Biological investigation and discussion

The synthesized compounds were evaluated for their inhibitory effect on the replication of HIV-1 in MT-4 cell lines and their EC₅₀ (effective concentration of compound (μM) achieving 50% protection in MT-4 cell lines against the cytopathic effect of HIV-1), and CC₅₀ (cytotoxic concentration of compound (μM) required to reduce the viability of control infected CEM cells by 50%), are reported in the Table I with didanosine as standard drug for comparison. A rapid glance of the obtained results reveal that compounds 4a-h exhibited excellent anti-HIV activity. Among the synthesized compounds (tetrahydro-5-(1,6-dihydro-6-oxopurin-9-yl)furan-2-yl)methyl 2-(4-(4-chlorophenyl)piperazin-1-yl)acetate (4b) was found to be the most potent compound with EC₅₀ of 0.64 μM and was not toxic to the MT-4 cells up to 1000 μM with a selectivity index (CC₅₀/ EC₅₀) of >1562. The lipophilicity (logP) of the synthesized compounds increased considerably compared with the parent drug, didanosine (Table I). This may render them more capable of penetrating various biomembranes [11], consequently improving their permeation properties through viral cell membranes. The results showed that there was an improvement in anti-HIV activity compared to the parent drug. Though these drugs have been found to have improved lipophilicity, further work in improving the log P to a value of 2 ± 0.7 (Hansch CNS optimum) for targeting the CNS would be beneficial.

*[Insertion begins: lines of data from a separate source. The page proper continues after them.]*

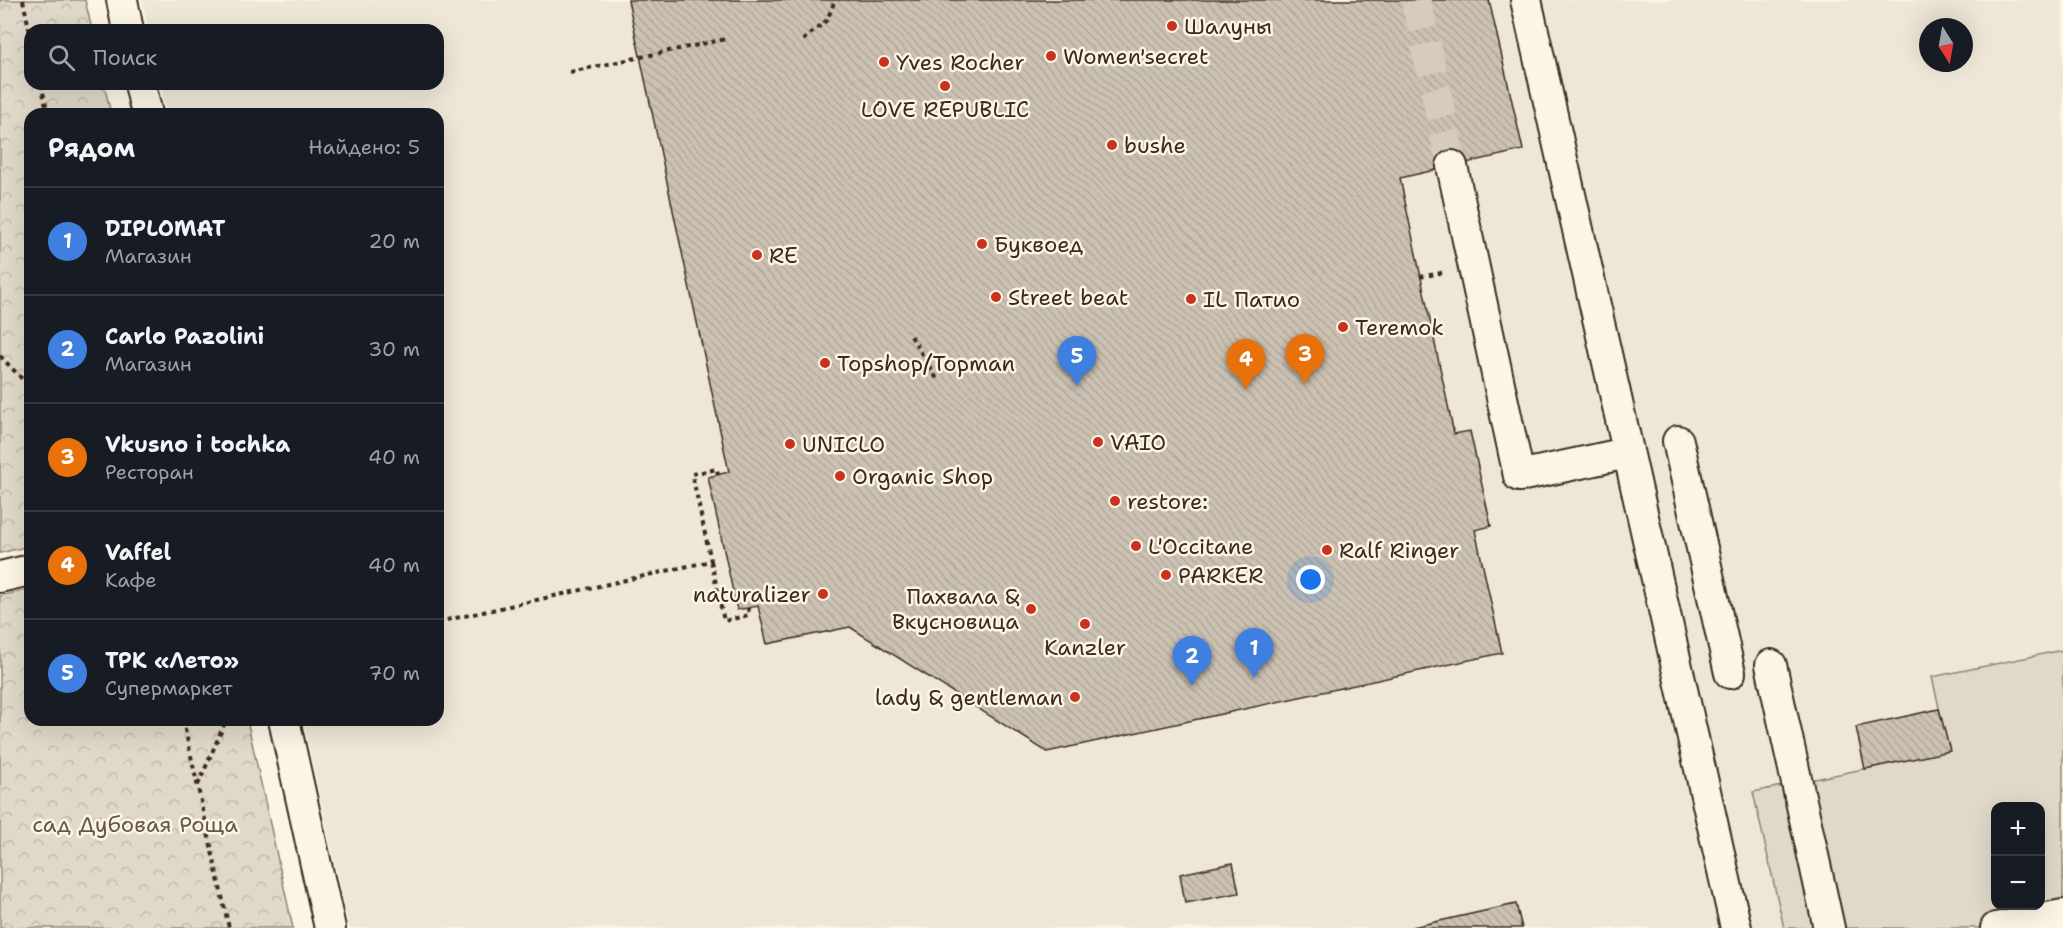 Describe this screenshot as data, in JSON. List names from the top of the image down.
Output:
{
  "parks": ["сад Дубовая Роща"],
  "places": [
    "Шалуны",
    "Women'secret",
    "Yves Rocher",
    "LOVE REPUBLIC",
    "bushe",
    "Буквоед",
    "RE",
    "Street beat",
    "IL Патио",
    "Teremok",
    "Topshop/Topman",
    "VAIO",
    "UNICLO",
    "Organic Shop",
    "restore:",
    "L'Occitane",
    "Ralf Ringer",
    "PARKER",
    "naturalizer",
    "Пахвала & Вкусновица",
    "Kanzler",
    "lady & gentleman"
  ],
  "north": "bottom",
  "page": {
    "search": "Поиск",
    "heading": ["Рядом", "Найдено: 5"],
    "list": [
      {
        "mark": "1",
        "name": "DIPLOMAT",
        "note": "Магазин",
        "value": "20 m"
      },
      {
        "mark": "2",
        "name": "Carlo Pazolini",
        "note": "Магазин",
        "value": "30 m"
      },
      {
        "mark": "3",
        "name": "Vkusno i tochka",
        "note": "Ресторан",
        "value": "40 m"
      },
      {
        "mark": "4",
        "name": "Vaffel",
        "note": "Кафе",
        "value": "40 m"
      },
      {
        "mark": "5",
        "name": "ТРК «Лето»",
        "note": "Супермаркет",
        "value": "70 m"
      }
    ],
    "pins": [
      "3",
      "5",
      "4",
      "1",
      "2"
    ],
    "map_buttons": ["+", "−"]
  }
}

The usefulness of the prodrugs of didanosine should depend not only on the stability of the prodrug for its transport across the cell membrane but also upon its reversion to the parent compound intracellularly, especially in the virally infected cells. The half-lives (t_1/2) of the prodrugs were therefore determined in human plasma. The data showed that the in vitro hydrolysis of the various esters in human plasma (Table I) indicated that these agents were relatively stable toward plasma esterases with t_1/2 ranging from 20–60 minutes.